The award was part of a larger celebration of Martin Luther King Jr. Day that included “The Meeting,” a play performed from January 12 to January 14, an address by Dr. Anthony Farley, the 2012 Martin Luther King Human Rights Distinguished Speaker on January 17 and an open forum discussion on Thursday, January 19.
“Martin Luther King was guided in his mission as a revolutionary by love,” Farley said.
Farley’s Tuesday address focused on the structures that King faced while working toward civil rights.
“Love has a structure. Relationships have a structure. Violence has a structure,” Farley said. It is the structural violence that King recognized as the evil of our time.
The trinity that King identified in the structure of violence was greed, which Farley equated to capitalism, militarism and racism. Farley said you can’t get rid of just one because they all work together to oppose love.
Farley believes that the country should celebrate King by remembering those things which were central to King’s mission. King believed that everyone should have a guaranteed job and those unable to work should have a guaranteed income.
“It should fall like the quality of mercy,” Farley said.
King was also for rigid quotas at all levels of business, not just the lower levels but upper management as well. Farley said it would be corrupt to leave them out.
The concept that King put forward is called the “Beloved Community,” in which everyone was guaranteed a vote in addition to the job, income and affirmative action at all levels.
At the Open Forum Session on Thursday, Dean John McCormick participated in a conversation with Farley and the audience.

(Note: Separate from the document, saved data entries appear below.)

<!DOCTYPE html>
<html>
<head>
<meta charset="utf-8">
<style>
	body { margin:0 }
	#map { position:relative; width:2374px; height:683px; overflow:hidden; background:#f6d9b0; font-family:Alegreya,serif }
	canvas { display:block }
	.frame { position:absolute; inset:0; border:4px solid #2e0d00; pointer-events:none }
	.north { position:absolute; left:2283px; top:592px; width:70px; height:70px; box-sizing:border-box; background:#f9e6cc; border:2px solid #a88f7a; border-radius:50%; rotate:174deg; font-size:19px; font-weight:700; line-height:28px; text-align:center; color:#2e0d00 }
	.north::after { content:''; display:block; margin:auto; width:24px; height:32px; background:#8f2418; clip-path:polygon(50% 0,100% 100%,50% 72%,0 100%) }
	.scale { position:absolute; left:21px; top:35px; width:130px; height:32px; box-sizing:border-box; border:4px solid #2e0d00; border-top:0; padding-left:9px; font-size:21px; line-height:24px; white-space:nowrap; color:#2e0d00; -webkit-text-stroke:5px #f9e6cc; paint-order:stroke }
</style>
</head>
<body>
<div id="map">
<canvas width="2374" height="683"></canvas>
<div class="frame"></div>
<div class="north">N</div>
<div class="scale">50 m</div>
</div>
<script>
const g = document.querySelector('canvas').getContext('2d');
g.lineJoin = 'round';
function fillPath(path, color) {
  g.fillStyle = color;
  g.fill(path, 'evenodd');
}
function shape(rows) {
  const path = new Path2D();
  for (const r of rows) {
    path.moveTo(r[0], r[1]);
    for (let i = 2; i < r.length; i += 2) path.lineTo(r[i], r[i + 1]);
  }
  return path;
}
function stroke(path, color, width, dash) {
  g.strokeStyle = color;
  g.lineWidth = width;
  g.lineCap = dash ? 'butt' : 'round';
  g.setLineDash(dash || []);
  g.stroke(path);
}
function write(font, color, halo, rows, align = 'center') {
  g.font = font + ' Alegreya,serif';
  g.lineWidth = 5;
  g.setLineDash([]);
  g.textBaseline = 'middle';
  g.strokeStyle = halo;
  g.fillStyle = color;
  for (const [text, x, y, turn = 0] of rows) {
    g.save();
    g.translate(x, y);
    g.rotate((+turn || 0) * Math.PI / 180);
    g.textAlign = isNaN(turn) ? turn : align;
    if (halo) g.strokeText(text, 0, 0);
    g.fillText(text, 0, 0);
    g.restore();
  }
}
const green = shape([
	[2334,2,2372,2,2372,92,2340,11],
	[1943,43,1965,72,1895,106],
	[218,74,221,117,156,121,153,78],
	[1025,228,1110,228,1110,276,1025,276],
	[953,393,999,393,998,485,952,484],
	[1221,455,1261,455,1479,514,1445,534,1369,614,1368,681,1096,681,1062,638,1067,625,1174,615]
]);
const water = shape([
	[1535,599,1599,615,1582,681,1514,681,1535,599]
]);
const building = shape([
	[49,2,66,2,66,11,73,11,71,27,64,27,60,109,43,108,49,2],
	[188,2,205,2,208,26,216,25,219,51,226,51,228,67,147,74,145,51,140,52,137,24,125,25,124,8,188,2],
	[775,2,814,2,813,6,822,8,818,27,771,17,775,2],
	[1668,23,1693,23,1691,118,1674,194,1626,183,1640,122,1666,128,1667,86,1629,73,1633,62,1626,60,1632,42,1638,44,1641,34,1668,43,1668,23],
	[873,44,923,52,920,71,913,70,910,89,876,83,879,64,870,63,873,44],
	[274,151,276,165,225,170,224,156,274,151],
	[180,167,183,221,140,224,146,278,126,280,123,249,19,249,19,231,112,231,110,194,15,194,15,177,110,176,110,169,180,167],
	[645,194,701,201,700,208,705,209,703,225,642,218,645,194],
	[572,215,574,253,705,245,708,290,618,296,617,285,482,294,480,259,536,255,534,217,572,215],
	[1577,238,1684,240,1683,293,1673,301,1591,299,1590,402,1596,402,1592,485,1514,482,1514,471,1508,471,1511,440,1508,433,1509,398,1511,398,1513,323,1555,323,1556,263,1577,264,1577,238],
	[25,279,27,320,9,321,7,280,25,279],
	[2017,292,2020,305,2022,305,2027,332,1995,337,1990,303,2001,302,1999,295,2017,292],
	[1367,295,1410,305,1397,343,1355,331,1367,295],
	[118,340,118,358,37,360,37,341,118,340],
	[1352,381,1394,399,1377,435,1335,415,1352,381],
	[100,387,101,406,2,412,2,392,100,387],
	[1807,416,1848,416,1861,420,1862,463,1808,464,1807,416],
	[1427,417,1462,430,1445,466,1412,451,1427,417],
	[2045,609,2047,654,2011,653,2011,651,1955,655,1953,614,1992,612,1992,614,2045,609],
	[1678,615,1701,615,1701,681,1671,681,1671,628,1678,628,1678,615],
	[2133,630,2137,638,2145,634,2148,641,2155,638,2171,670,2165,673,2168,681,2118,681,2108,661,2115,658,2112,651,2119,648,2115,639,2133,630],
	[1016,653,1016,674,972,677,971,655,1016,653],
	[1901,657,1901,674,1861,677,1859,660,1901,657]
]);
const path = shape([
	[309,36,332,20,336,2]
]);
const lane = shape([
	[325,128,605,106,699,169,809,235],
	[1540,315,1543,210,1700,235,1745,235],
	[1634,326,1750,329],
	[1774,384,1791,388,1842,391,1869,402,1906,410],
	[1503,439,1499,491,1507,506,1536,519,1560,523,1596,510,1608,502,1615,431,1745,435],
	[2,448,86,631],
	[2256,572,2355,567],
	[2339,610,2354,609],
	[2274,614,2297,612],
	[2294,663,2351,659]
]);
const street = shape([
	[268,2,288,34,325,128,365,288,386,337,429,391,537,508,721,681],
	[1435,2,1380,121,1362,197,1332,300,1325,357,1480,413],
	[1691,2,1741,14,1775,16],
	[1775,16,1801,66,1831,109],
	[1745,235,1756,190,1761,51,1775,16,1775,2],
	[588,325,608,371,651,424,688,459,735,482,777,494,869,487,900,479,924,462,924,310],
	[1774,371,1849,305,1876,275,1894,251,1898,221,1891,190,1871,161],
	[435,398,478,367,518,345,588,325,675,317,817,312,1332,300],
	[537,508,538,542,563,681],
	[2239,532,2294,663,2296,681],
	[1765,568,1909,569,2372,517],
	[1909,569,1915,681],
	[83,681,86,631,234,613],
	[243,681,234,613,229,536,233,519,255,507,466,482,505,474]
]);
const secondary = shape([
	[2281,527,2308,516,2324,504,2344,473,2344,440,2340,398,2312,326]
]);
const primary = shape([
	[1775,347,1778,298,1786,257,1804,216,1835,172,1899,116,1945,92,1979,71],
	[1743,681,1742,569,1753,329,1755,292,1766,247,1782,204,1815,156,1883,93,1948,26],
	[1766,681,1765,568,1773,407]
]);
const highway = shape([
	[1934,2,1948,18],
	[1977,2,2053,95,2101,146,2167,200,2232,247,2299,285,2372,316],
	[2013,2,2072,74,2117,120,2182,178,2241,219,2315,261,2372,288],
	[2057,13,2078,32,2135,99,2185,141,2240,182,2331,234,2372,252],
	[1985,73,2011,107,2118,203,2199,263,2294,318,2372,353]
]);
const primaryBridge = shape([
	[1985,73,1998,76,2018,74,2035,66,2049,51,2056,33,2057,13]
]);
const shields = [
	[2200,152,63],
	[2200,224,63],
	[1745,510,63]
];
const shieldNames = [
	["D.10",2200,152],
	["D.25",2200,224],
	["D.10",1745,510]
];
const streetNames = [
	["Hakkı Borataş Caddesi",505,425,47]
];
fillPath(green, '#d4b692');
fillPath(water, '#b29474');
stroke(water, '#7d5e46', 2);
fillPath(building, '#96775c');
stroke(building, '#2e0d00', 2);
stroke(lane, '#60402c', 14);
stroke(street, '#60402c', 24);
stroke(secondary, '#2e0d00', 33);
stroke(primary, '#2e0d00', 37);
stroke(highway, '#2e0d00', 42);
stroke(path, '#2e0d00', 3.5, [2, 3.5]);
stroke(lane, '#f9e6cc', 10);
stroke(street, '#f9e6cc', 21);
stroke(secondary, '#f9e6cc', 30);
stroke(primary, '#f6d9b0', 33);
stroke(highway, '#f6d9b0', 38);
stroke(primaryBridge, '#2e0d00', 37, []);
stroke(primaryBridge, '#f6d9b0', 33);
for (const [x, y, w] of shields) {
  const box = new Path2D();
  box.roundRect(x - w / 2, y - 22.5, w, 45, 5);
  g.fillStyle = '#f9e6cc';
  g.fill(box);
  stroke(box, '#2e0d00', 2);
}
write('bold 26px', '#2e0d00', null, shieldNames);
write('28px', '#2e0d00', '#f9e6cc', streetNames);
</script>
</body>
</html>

“King’s legacy has been corrupted,” Farley said. “It has been made to serve those powers and principalities that he was opposing.”
Farley said that money is allowed to dictate how people’s lives will be. It makes people sit in the back and not have health care because very few of us challenge money.
He returned to the idea of the trilogy of racism, capitalism and militarism and how the all contribute to segregating people even in a society that thinks segregation is over.
Farley characterized King’s speech on April 4, 1967 as King’s Gethsemane. King knew he wouldn’t live for long after the speech. He was killed exactly one year later, on April 4, 1968.
“For King, the mission of the Christian is to take up the cross,” said Farley. To celebrate the holiday, Farley said we can’t bury the living message, which is one of radical change.
“The country thinks of itself as a Christian country,” said Farley. Yet, there is this god of the market and he works through our greed. “Isn’t that Satan?”
While money segregates us in housing, in education, in health and in literacy, Farley was still hopeful that things can get better.
“Things are always possible,” said Farley, “and they happen in a moment.”